In Noel v. The Boeing Company, 2010 WL 381 (3d. Cir. 2010), the court recently ruled that the Lilly Ledbetter Fair Pay Act of 2009 (Ledbetter Act) does not apply to failure to promote discrimination claims. In doing so, the court indicated that the Ledbetter Act may not be utilized to extend the statute of limitations for discrimination claims related to discrete acts such as being unlawfully hired, fired or denied a promotion.

Noel is a black Haitian national who began working for Boeing as a sheet metal assembler in 1990. In November 2002, Boeing transferred Noel to Amarillo, Texas. Boeing gave two white employees similar assignments and all three received a salary increase and were promoted from Labor Grade 7 to Labor Grade 8. In approximately May of 2003, Boeing promoted the two white employees to Offsite Mechanic General, Labor Grade 11, while Noel remained at the lower paying Grade 8.

Noel complained about these promotions to his union representative and a Boeing labor relations representative, but his complaints went unanswered. On March 25, 2005, Noel filed a charge with the EEOC alleging that Boeing unlawfully failed to promote him based upon his race and national origin, and later filed a lawsuit asserting the same claims. The district court dismissed the claim on the grounds that it was not timely filed.  

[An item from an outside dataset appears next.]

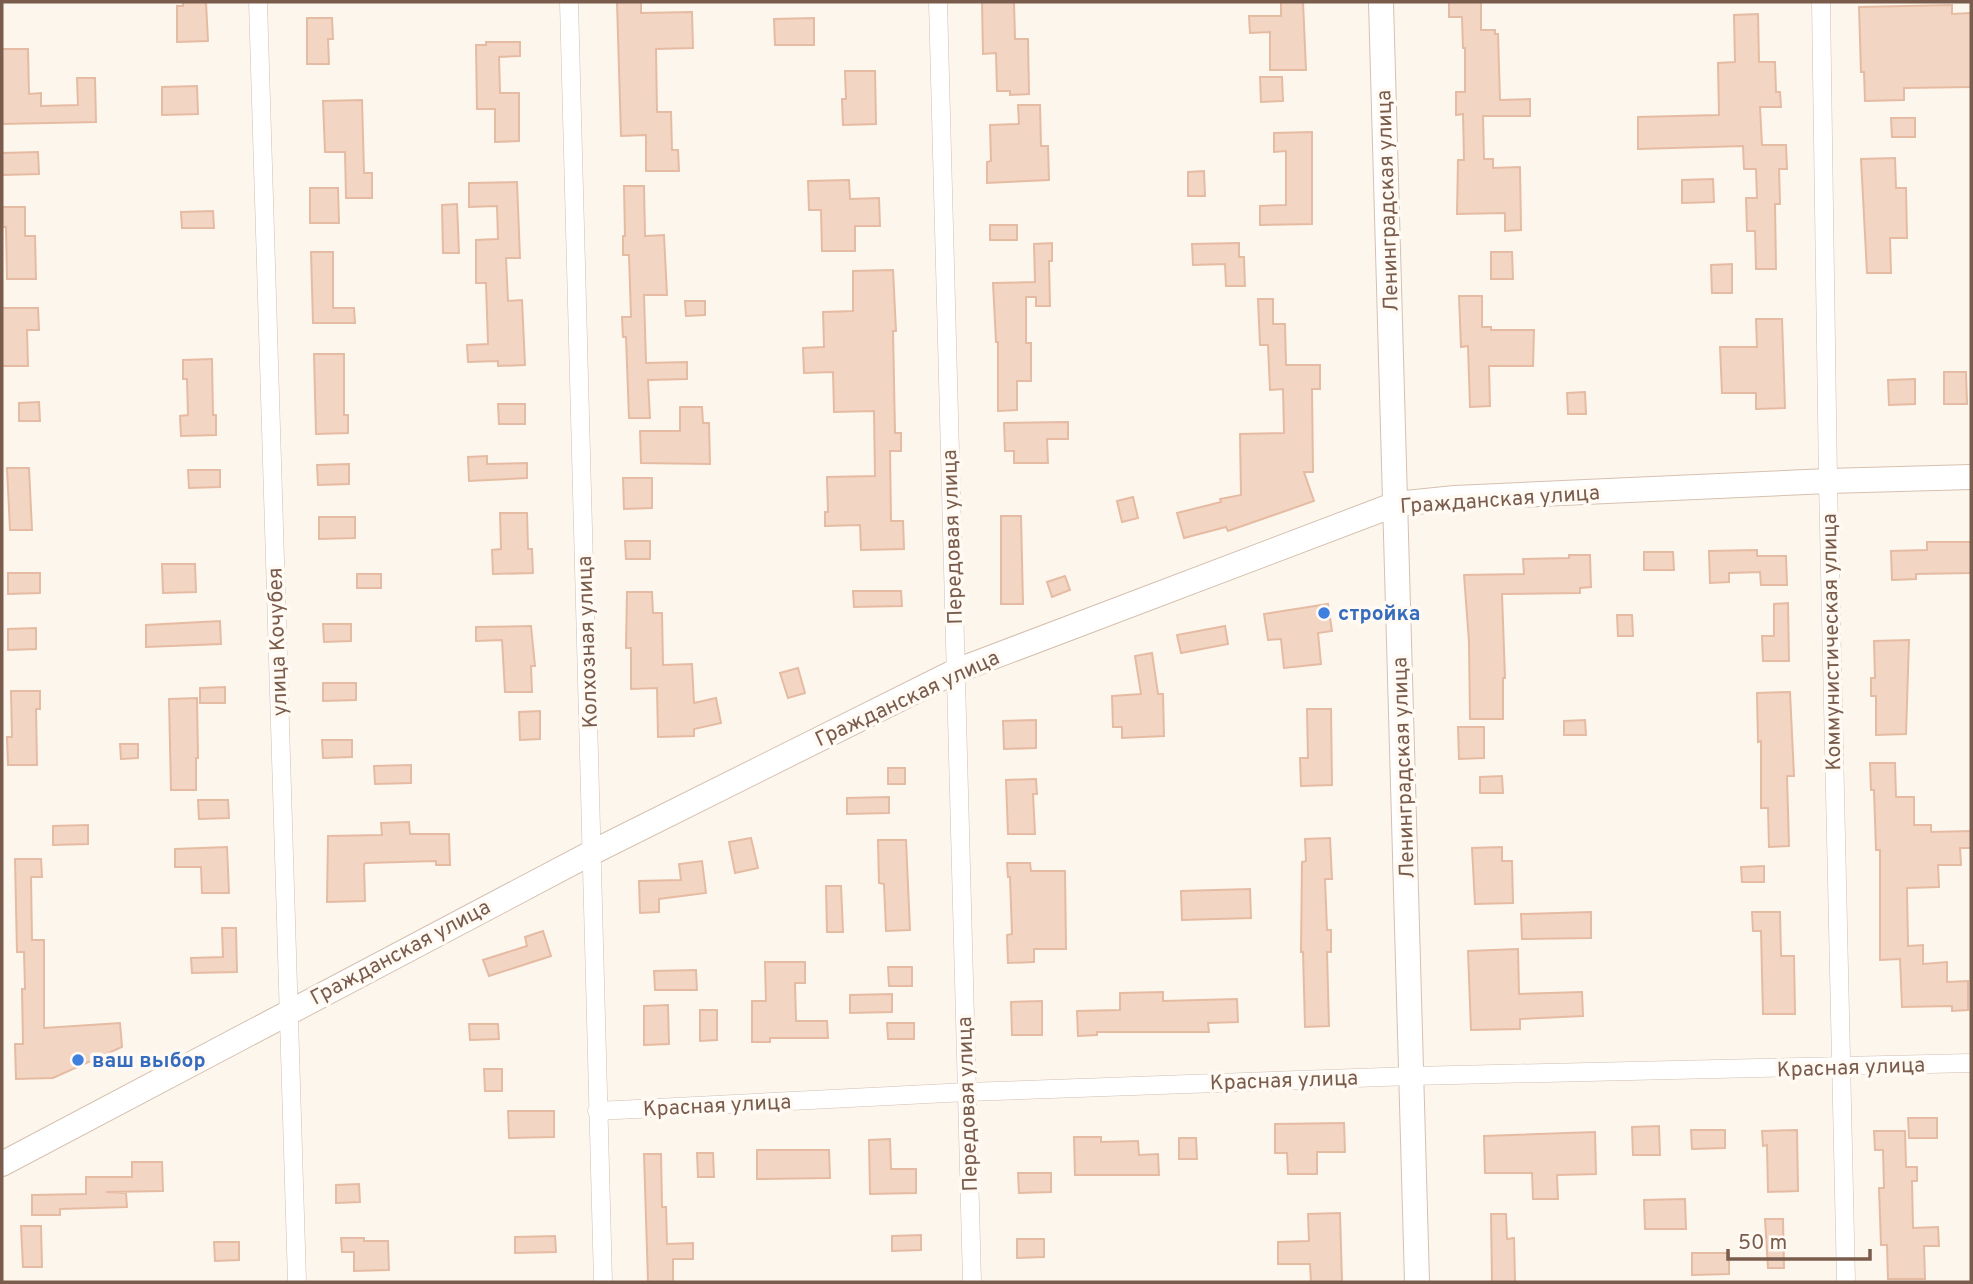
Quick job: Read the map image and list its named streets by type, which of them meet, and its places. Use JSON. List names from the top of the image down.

Noel appealed, relying in part on the Ledbetter Act. Noel argued that, as result of not being promoted, he received less pay than his white co-workers throughout his time at the Amarillo plant. Thus, Noel asserted that, pursuant to the Ledbetter Act, each paycheck he received started the administrative clock anew.

The court of appeals affirmed the district court's decision. The court recognized that, pursuant to the Ledbetter Act, "each paycheck that stems from a discriminatory decision or pay structure is a tainted, independent employment action that commences the administrative statute of limitations." The court, however, ruled that Noel's failure to promote claim did fall within the "discrimination in compensation" claims sought to be addressed by the Ledbetter Act.  

The court reasoned that, based upon the plain and natural reading the Ledbetter Act, it did not apply to failure-to-promote claims. In particular, the court noted pay disparity and failure to promote claims are distinct causes of action because of the different proofs required for these types of claims. According to the court, a failure to promote claim falls within the class of discrete acts that are readily apparent because an individual knows when he or she has been hired, fired or promoted. In contrast, compensations decisions are often cloaked in secrecy and an employee may not know how much his or her co-workers earn. The Ledbetter Act sought to address only compensation decisions, which are often concealed and not discovered until long after the 300 day administrative period expires.

The decision helps to narrow the scope of Ledbetter Act claims and is a good reminder that true Ledbetter Act claims can be lurking for years.